Joe Cronin

For 14 years, Joe Cronin’s signature appeared on all the baseballs used in the American League. But a far more interesting tidbit about this former American League president is that he was once sold by his uncle-in-law – not his father-in-law, as is often reported. Cronin was one of baseball’s “boy wonder” managers when he piloted the 1933 Senators to an AL pennant at the age of 27, a year younger than Washington’s first “boy wonder,” Bucky Harris, was when he took Washington to its first pennant in 1924. It is often forgotten that the gentlemanly Cronin was one of the premier shortstops of his day, and knocked in more than 100 runs in a season eight times.
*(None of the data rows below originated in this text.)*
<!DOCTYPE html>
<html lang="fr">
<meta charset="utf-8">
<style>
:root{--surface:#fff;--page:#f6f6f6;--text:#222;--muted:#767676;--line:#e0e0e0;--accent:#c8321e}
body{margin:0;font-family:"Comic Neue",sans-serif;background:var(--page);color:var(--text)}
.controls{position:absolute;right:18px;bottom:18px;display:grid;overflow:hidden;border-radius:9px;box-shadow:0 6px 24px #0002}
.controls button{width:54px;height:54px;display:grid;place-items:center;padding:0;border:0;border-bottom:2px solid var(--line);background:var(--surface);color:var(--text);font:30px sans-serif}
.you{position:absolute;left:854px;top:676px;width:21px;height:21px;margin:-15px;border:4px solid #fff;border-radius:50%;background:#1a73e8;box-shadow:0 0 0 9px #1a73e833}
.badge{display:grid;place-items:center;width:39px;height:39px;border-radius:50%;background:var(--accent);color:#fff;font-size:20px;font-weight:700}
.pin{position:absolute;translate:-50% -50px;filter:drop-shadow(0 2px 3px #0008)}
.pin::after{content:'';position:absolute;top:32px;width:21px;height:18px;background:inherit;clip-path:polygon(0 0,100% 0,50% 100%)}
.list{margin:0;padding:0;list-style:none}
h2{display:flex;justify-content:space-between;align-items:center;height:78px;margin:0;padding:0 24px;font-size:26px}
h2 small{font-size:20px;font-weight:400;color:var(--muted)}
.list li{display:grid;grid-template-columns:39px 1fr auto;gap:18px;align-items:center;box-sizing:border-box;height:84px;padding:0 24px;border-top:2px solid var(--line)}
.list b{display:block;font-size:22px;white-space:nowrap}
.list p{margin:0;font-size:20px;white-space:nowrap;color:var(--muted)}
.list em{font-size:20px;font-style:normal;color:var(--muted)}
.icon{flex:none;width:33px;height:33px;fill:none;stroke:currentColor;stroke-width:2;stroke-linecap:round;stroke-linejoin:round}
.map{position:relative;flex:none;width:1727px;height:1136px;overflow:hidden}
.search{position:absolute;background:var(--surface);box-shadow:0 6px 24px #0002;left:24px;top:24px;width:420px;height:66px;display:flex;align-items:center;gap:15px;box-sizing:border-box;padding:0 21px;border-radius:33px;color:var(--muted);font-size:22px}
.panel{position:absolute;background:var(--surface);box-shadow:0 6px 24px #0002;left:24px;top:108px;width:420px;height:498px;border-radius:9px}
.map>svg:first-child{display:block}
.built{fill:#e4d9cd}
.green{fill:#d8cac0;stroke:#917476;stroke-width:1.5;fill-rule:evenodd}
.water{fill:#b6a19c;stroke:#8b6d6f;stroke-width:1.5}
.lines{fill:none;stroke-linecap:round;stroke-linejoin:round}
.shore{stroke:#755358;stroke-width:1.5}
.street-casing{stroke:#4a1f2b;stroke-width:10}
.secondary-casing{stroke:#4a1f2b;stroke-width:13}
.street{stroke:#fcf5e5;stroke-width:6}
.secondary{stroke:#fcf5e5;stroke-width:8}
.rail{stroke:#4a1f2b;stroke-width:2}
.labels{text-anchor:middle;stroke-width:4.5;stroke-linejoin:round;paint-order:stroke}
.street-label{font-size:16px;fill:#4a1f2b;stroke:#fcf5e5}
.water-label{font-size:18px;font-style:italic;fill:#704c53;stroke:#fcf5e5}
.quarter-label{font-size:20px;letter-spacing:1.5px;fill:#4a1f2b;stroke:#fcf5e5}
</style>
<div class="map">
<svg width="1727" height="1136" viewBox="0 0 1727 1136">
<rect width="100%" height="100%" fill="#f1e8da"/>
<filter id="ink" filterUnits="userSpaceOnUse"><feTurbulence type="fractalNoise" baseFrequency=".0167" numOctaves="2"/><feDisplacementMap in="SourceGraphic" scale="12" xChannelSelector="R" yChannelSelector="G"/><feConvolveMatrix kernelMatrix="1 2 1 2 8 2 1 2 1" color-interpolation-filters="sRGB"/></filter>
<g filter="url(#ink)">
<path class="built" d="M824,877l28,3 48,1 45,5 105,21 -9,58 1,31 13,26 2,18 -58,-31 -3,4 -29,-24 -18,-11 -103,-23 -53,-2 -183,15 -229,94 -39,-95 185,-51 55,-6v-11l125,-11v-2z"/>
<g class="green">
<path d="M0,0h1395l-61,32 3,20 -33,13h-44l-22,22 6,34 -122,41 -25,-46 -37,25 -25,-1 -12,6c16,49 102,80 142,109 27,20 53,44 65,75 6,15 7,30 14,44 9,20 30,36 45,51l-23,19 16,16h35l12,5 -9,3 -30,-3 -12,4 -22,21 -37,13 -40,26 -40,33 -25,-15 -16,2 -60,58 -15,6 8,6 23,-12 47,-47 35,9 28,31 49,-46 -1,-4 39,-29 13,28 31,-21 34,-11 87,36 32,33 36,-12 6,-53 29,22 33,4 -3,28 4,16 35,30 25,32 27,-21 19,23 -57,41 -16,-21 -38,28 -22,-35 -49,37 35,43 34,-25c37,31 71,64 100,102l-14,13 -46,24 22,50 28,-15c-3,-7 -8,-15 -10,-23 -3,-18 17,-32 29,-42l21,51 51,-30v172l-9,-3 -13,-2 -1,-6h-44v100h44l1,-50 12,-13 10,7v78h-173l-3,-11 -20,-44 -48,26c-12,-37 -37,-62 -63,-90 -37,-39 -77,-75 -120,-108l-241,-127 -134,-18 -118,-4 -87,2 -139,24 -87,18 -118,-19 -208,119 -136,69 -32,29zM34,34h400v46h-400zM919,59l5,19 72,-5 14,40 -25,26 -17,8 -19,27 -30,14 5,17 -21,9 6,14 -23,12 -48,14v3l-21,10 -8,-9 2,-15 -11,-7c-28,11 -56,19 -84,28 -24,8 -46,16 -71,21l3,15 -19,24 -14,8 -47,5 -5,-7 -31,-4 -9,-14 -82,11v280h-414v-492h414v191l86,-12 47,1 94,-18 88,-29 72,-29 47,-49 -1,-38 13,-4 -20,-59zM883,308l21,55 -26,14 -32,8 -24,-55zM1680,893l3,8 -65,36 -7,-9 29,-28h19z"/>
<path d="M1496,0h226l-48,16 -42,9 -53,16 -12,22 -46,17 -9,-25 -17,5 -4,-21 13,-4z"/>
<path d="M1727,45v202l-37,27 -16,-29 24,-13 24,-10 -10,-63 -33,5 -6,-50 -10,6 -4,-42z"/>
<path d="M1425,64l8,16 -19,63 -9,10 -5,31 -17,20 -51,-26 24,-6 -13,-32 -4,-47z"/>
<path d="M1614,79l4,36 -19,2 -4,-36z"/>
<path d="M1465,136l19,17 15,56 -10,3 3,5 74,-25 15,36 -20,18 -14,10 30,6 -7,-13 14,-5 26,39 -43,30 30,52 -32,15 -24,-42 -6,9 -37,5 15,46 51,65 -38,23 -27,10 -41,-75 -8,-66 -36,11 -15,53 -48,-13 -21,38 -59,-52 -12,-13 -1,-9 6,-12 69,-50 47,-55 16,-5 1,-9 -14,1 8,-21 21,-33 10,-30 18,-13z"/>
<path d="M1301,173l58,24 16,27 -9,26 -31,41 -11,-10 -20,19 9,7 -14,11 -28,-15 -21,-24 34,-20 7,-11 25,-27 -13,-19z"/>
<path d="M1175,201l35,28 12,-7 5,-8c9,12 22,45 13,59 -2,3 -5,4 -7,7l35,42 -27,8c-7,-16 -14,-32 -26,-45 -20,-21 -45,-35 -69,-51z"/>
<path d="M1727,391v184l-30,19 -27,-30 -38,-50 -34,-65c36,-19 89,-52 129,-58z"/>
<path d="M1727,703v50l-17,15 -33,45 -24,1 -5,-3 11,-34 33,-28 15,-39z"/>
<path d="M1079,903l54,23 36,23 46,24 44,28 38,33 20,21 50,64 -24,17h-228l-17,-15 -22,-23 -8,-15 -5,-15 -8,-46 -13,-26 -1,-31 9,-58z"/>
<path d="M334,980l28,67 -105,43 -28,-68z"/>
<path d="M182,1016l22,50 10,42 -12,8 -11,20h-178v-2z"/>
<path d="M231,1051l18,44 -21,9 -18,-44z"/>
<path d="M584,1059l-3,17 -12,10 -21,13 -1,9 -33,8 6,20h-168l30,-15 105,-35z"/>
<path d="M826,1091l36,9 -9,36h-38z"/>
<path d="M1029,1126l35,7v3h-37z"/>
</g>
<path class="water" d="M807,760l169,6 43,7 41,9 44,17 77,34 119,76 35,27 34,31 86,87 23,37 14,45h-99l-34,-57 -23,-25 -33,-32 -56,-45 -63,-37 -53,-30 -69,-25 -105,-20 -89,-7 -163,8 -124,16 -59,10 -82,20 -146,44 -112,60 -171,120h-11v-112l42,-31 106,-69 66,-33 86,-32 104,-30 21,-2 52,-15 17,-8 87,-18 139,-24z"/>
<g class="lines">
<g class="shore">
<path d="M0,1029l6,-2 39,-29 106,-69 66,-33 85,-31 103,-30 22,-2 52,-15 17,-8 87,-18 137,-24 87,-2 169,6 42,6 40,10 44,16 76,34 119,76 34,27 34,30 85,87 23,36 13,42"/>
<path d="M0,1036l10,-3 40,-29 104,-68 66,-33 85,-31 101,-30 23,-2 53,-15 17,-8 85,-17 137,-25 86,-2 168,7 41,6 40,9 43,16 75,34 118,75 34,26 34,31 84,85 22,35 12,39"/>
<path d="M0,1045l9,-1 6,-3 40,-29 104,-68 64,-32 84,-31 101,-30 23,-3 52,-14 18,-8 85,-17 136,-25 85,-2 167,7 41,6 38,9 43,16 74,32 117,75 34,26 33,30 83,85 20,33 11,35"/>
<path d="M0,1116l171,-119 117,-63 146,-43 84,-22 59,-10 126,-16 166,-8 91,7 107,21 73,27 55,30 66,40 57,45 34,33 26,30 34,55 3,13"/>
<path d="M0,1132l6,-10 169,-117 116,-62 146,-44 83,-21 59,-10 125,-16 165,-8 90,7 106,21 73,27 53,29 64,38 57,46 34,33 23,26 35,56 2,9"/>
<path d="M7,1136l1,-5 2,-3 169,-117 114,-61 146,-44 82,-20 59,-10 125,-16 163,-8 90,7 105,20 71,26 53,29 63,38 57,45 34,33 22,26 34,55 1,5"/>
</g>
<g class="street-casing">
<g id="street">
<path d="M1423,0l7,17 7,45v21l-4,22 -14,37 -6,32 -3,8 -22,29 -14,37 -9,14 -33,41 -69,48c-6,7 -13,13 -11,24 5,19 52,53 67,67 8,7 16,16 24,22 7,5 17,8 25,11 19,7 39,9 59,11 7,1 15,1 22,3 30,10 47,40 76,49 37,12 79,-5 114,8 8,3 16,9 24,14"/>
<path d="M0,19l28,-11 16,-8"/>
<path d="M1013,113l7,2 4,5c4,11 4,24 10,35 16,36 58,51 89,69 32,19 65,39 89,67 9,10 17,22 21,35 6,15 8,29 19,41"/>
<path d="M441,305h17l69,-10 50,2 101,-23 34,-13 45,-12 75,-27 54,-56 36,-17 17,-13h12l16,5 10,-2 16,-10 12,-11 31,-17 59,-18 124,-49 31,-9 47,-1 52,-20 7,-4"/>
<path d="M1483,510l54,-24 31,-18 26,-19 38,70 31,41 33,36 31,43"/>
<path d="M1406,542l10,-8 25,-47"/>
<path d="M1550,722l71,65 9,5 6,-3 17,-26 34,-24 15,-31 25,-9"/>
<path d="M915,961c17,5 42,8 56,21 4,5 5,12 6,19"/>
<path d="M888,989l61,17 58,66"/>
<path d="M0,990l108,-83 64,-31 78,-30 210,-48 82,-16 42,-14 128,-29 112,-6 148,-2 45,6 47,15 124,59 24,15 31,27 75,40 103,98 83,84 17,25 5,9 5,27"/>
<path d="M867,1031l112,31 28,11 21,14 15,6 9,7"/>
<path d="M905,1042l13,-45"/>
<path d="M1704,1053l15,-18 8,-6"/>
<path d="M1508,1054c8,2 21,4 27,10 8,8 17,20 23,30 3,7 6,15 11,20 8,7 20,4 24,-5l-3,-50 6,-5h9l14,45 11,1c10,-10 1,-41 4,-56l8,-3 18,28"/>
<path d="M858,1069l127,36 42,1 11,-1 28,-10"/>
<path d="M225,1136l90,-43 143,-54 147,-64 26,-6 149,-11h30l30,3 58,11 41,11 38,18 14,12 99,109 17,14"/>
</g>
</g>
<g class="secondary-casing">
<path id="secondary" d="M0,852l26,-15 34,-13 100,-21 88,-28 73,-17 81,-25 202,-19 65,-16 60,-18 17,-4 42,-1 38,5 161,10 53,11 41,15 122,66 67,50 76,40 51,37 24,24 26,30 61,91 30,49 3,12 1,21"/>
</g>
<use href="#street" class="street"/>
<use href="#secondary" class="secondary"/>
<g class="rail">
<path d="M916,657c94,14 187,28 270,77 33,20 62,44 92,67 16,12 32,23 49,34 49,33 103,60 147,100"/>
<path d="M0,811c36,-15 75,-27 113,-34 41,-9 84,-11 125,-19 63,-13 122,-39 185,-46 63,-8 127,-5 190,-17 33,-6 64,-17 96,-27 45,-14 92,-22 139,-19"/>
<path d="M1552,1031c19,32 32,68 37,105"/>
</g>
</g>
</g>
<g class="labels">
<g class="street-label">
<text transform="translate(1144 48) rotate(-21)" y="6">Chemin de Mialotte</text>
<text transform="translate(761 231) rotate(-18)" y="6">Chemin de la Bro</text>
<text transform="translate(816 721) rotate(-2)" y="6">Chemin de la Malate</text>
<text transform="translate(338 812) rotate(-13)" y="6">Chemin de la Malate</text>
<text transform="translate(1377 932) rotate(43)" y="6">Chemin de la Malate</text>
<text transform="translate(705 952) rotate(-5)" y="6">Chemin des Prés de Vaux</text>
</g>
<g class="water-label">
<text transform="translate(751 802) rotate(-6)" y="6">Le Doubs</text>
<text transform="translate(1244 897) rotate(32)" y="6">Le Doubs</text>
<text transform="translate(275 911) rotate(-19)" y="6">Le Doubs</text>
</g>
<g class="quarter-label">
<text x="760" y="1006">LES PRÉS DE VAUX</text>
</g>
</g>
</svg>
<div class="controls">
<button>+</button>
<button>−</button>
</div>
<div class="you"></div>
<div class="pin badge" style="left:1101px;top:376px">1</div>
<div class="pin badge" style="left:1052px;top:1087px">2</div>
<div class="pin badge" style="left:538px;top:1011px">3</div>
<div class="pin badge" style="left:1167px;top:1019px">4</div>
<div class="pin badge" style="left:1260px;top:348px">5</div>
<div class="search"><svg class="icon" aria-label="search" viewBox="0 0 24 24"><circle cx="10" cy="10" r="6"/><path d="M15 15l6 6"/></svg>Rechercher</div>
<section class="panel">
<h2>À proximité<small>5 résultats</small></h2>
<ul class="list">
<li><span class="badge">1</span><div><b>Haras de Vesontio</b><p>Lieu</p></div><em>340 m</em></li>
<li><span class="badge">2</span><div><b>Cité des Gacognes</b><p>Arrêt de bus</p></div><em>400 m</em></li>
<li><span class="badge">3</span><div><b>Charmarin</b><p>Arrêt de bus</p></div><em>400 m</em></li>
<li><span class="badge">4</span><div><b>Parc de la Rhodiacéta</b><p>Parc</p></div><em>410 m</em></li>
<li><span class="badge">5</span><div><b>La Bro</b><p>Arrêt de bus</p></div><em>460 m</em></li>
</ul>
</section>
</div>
He was also Carl Hubbell‘s fifth consecutive Hall of Fame strikeout victim in the 1934 All-Star game.

A former bank clerk, Cronin came up as a slow and clumsy shortstop for Pittsburgh. The Pirates had Arky Vaughan at shortstop, and in 1928 Cronin was dealt to Washington, where he bloomed. In 1930, his second full season, he had career highs in batting average (.346) and RBI (126), and TSN named him player of the year (1930 was the year before the baseball writers started electing regular MVPs). In 1933, Cronin was named player-manager by Washington owner Clark Griffith, and Cronin responded by guiding the Senators to their final World Series appearance. The Giants beat Cronin’s club in five games, but Cronin batted .318.

The following year, Griffith introduced his young manager to his niece, Mildred Robertson, then a club secretary. The two were married later that year. But at the end of the 1934 season, Griffith sold his new nephew to the Red Sox for $225,000, the highest amount paid for a single player (Boston’s sale of Babe Ruth was actually only for $125,000, with the remaining $300,000 being a personal loan from Yankee owner Ruppert to Red Sox owner Harry Frazee). Griffith arranged, however, for Cronin to receive a five-year contract good for $50,000 per year.

Cronin loved hitting in Fenway Park. Three times he registered slugging percentages over .500, with a career-high .536 in 1938, the year he led the AL in doubles with 51. He hit a career-high 24 HR in 1940, the year he also led the league in putouts and assists. Despite hitting .311 with 16 HR and 95 RBI in 1941, he took himself out of the regular lineup in 1942 to make room for a youngster named Johnny Pesky. He still pinch-hit, though, setting a major league record of five pinch homers in 1943, including two in one day — one each in two ends of a doubleheader.

In early 1945 Cronin broke his leg, ending his playing career for good. He took the Red Sox to the World Series the following year, losing to the Cardinals on Enos Slaughter‘s dash home in the seventh game. He moved into the Red Sox front office in 1948 for 11 years, during which time he was elected to the Hall of Fame. In 1959, he was chosen American League president by the owners, the first former player so honored. In his two terms as AL president, he presided over the league’s expansion from eight to ten teams in 1960, then to 12 teams in 1969. In 1970, he fired two umpires for “incompetency” when he learned they were trying to form a union. In his final year as president, he blocked George Steinbrenner’s attempt to hire Dick Williams as manager, but allowed the Tigers to sign Ralph Houk away from Steinbrenner’s Yankees.